◆ Task inputs
|---|
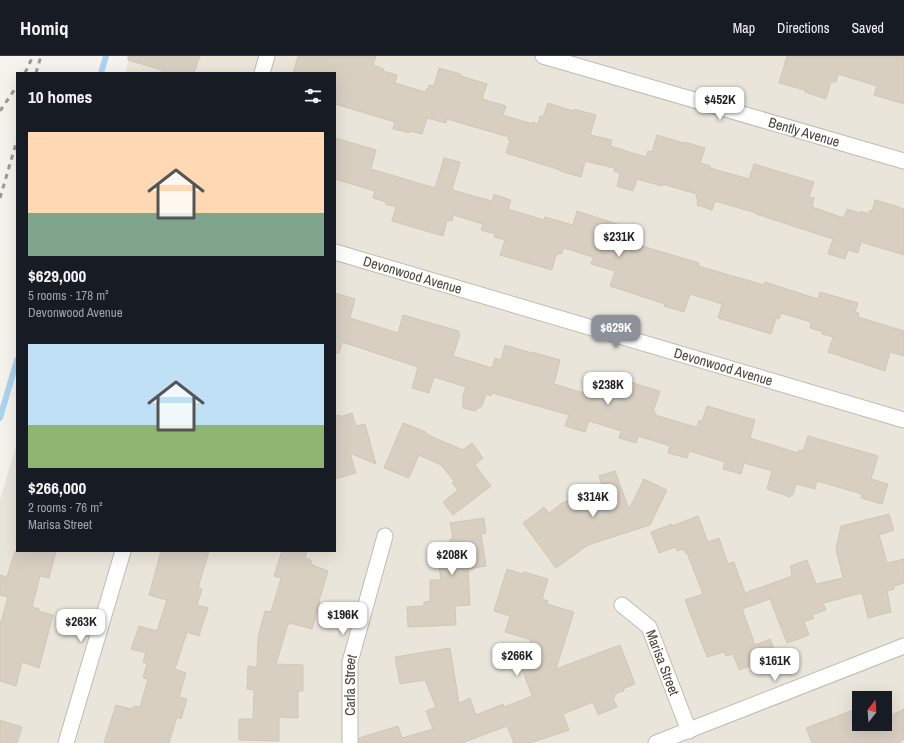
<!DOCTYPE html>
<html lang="en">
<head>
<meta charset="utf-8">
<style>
  body { margin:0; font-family:"Archivo Narrow",sans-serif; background:#242831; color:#f1f3f6; height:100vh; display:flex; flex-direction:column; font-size:15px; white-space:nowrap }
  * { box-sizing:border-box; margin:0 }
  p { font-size:13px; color:#9ea1a6 }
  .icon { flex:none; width:22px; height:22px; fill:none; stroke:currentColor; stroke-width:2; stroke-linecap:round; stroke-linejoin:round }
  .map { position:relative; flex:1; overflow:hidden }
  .drawer { position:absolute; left:16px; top:16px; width:320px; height:480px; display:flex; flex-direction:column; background:#171b24; border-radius:0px; box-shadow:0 4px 16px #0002 }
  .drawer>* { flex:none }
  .needle { width:26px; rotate:17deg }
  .tools { position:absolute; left:852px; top:635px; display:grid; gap:8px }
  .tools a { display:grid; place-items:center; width:40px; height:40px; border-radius:0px; background:#171b24; box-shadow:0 4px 16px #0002; font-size:20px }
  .price { position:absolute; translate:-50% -34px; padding:0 9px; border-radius:8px; background:#fff; color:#222; font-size:13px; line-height:26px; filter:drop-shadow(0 1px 2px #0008) }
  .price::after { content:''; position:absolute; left:50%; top:24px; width:12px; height:9px; margin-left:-6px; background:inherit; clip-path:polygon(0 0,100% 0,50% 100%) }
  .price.selected { background:#8c9099; color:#fff }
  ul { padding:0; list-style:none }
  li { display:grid; align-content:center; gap:8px; height:212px; padding:0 12px }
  li span { display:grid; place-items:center; height:124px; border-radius:0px; color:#555 }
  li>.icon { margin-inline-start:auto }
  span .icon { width:72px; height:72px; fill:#fffc; stroke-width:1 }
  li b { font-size:17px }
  h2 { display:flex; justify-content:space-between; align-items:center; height:48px; padding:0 12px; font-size:17px }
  header { display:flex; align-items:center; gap:24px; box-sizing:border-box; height:56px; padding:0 20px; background:#171b24; border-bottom:1px solid #363941 }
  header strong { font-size:19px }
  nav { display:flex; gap:22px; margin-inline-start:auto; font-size:14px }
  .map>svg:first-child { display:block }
</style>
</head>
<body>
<header>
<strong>Homiq</strong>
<nav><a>Map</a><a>Directions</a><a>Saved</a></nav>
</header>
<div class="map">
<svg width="904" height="687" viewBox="0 0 904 687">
  <rect width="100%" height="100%" fill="#f6f3ec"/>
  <!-- residential -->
  <path fill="#eae5da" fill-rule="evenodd" d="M130 0H904V687H0V444L17 386V495H335V17H125ZM859 642H885V668H859Z"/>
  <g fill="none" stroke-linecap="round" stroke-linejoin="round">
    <!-- stream -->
    <path stroke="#a9d4f2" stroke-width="6" d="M101 17 106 0
      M0 362 17 304"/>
  </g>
  <!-- building -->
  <path fill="#d8cfc1" stroke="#d3c7b4" d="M128 0H200L194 17H161L162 14 128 4Z
    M298 0H376L373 9 384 13 383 15 397 19 395 27 425 36 426 33H428L429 29 434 30 439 12 461 18V20L487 28 482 43 506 50 503 59 533 68V66L538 68 540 60 543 61 548 47 573 55 574 53 596 59 590 79 612 84 610 90 646 101 648 95 652 96 657 79 684 87V86L705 92 700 107 711 110 710 112 749 123 754 108 814 126 809 141 814 142 812 151 844 162 847 153 860 157 861 155 869 158 870 154 872 155 875 144 896 150 904 153V199L861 186 858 197 848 194 845 203 828 198 833 183 756 158V157L715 145 712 154 697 149 698 143 696 142 697 138 662 128V130L637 123 633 135 617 130 620 117 614 115V112L585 105 581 121 560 115V114L506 97 510 84H508L509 81 447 63 446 67 427 62 422 78 411 75 410 77 393 73 395 66 335 48V17H293Z
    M787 0H904V48L874 39 877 30 838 18 836 26H831L826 43 805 36V34L779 27Z
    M335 82 376 94 371 113 435 132 444 102 460 106 452 134 492 145 494 138 511 144 508 153 544 164 545 161 573 169 577 155 633 173 629 186 699 207 698 210 764 229 765 226 818 243 820 236 858 247 855 256 859 257 858 261 904 275V300L890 296 885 315 828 296 833 281 822 278 823 276 810 272 811 266 781 257 779 263 776 262 771 278 718 262 722 248 690 238 684 256 664 250 665 248 610 230 615 215 591 208 593 201 564 192 561 198 558 197V199H556L552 214 500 199 505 184 494 181 495 178 481 174 483 168 453 159 452 165 447 164 443 180 392 165 396 151 385 148 386 146 373 142 375 135 335 123Z
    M335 237 355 243 350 262 398 277 403 259 459 275 458 277 460 278 453 300 492 312 495 302 501 304 505 289 532 297V296L560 304 554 328 590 339 595 341 597 335 601 336 606 319 660 335 653 356H655V359L692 370 697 371 699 364 702 365 707 350 755 364 750 382 798 397 799 394 803 395 808 380 878 400 871 423 888 428 882 448 861 442 862 438 817 425 815 433 796 428 793 439H791L790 441 767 433 772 415 744 407 741 418 723 413 725 406 689 395 687 402 668 397 670 390 638 380 636 387 619 382 621 375 589 365 585 376 565 370 569 359 492 337 491 340 486 338 482 350 475 355 463 352V340L466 331 434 321 429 337 412 332 418 311 342 286 339 297H335Z
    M352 357 356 370 365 368 376 408 350 397 356 417 335 423V360L340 359V361Z
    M403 367 426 376V378L463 394 472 387 483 402 475 409 491 430 453 459 443 446 458 434 452 427 454 425 441 409 419 399 409 422 384 412Z
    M615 415 629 453 644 423 667 434 650 469 588 489 556 512 523 467 544 451 549 457 562 447 590 438 602 429 599 420Z
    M889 458 894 474 879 479 887 507 904 503V527L894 530V533L887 535 891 556 868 562 862 537 823 547 826 554 812 559 814 562 804 566 809 579 787 587 770 543 742 553 755 589 770 583 777 600 739 614 733 598 726 600 724 596 707 601 685 544 703 538 687 497H685L683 493 677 495 675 491 659 497 651 476 672 468V470L698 460 708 486 719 482 728 508 734 506 745 537 792 520 791 518 792 517 790 510 807 504 816 528 843 522 836 493 841 470Z
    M484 462 486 477 481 478 486 510 468 513 470 549 455 550 456 569 408 571 407 551 424 550V546L430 545V524H441L437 495 451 493 450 483 453 482 450 467Z
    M15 495H56L49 522 40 520 32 551 39 553V555L53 559 39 612 22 606 16 630 0 625V569L8 541 0 539V519L7 521Z
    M161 495H209L198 532 202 533 197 549 208 552 199 580 187 576 175 613 186 617 179 641 187 643 181 663 177 661 169 687H104L116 649 131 653V652H134V650L140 651 148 623 143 622 147 608 143 606 146 597 131 593 139 570 157 575 167 544 149 539Z
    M282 495H307L305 502 311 504 312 509 328 515 319 545H320L312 573 290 567V568H288L276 608 303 609V635H298V662L279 661V685L239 684V663H253L254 634 247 633 248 610 257 611 258 581 265 555 271 556 281 522 274 520Z
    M507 513 523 518 524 516 548 523 542 543 548 545 547 548 574 556 556 613 620 589 635 628 623 633 624 635 614 638 615 641 613 642 617 651 598 659 593 646 563 658 569 674 530 687H514L507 670 462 687H359V682L398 670 402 682 433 673 426 655 436 651 425 624 400 628 395 601 450 592 459 647 470 642 476 659 503 648 504 651 532 640 522 613 531 584 505 576 510 560 494 555Z
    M856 653 859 660V668H862L864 671 871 668H885V662L904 653V683L898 687H812L806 672Z
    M0 664 22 671 17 687H0Z"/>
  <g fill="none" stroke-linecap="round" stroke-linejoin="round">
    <!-- street casing -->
    <g stroke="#c2bbae" stroke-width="17">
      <g id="street">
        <path id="s1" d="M543 0 904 105"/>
        <path d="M262 17 267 0"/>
        <path id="s2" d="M335 196 904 364"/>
        <path id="s3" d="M622 549 649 571 689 675"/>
        <path d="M66 687 123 495"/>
        <path id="s4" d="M350 687V606L385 480"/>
        <path d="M656 687 904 590"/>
      </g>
    </g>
    <!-- street -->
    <use href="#street" stroke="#fff" stroke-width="15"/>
    <!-- rail -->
    <path stroke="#9a9a9a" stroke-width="3" stroke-dasharray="5 5" stroke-linecap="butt" d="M25 17 33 0
      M36 17 41 0
      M0 55 17 30
      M0 142 17 84"/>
  </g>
  <g text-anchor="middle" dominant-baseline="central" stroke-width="3" stroke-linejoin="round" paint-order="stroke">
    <!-- street labels -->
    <g font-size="14" fill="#4b4439" stroke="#fff">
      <text stroke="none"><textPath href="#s1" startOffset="272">Bently Avenue</textPath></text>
      <text stroke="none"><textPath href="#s2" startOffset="81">Devonwood Avenue</textPath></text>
      <text stroke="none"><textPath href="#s2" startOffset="405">Devonwood Avenue</textPath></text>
      <text stroke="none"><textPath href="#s3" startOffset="73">Marisa Street</textPath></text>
      <text stroke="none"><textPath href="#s4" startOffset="58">Carla Street</textPath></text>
    </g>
  </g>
</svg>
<div class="tools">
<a><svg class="needle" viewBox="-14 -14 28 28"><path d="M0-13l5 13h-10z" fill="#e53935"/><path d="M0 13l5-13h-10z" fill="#9ea1a6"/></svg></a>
</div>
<b class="price" style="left:720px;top:65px">$452K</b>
<b class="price" style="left:619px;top:202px">$231K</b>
<b class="price selected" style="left:616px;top:293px">$629K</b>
<b class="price" style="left:608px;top:350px">$238K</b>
<b class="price" style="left:593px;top:462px">$314K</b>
<b class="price" style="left:452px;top:520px">$208K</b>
<b class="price" style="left:343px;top:580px">$196K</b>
<b class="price" style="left:81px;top:587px">$263K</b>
<b class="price" style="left:517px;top:621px">$266K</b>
<b class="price" style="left:775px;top:626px">$161K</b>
<section class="drawer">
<h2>10 homes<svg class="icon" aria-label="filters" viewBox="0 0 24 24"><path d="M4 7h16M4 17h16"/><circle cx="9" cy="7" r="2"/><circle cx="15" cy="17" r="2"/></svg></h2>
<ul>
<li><span style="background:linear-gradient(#ffd9b3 65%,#7fa58c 0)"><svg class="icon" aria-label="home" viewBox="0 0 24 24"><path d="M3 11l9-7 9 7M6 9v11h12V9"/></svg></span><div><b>$629,000</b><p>5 rooms · 178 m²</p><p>Devonwood Avenue</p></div></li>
<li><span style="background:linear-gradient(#bfe0f5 65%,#8fb573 0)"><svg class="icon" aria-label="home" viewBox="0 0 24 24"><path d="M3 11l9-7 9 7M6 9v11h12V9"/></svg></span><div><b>$266,000</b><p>2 rooms · 76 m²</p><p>Marisa Street</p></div></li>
</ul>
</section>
</div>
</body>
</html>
|---|
◆ Brief
If a line in the records contains the string "tools", copy it out.

◆ Written response
  .tools { position:absolute; left:852px; top:635px; display:grid; gap:8px }
  .tools a { display:grid; place-items:center; width:40px; height:40px; border-radius:0px; background:#171b24; box-shadow:0 4px 16px #0002; font-size:20px }
<div class="tools">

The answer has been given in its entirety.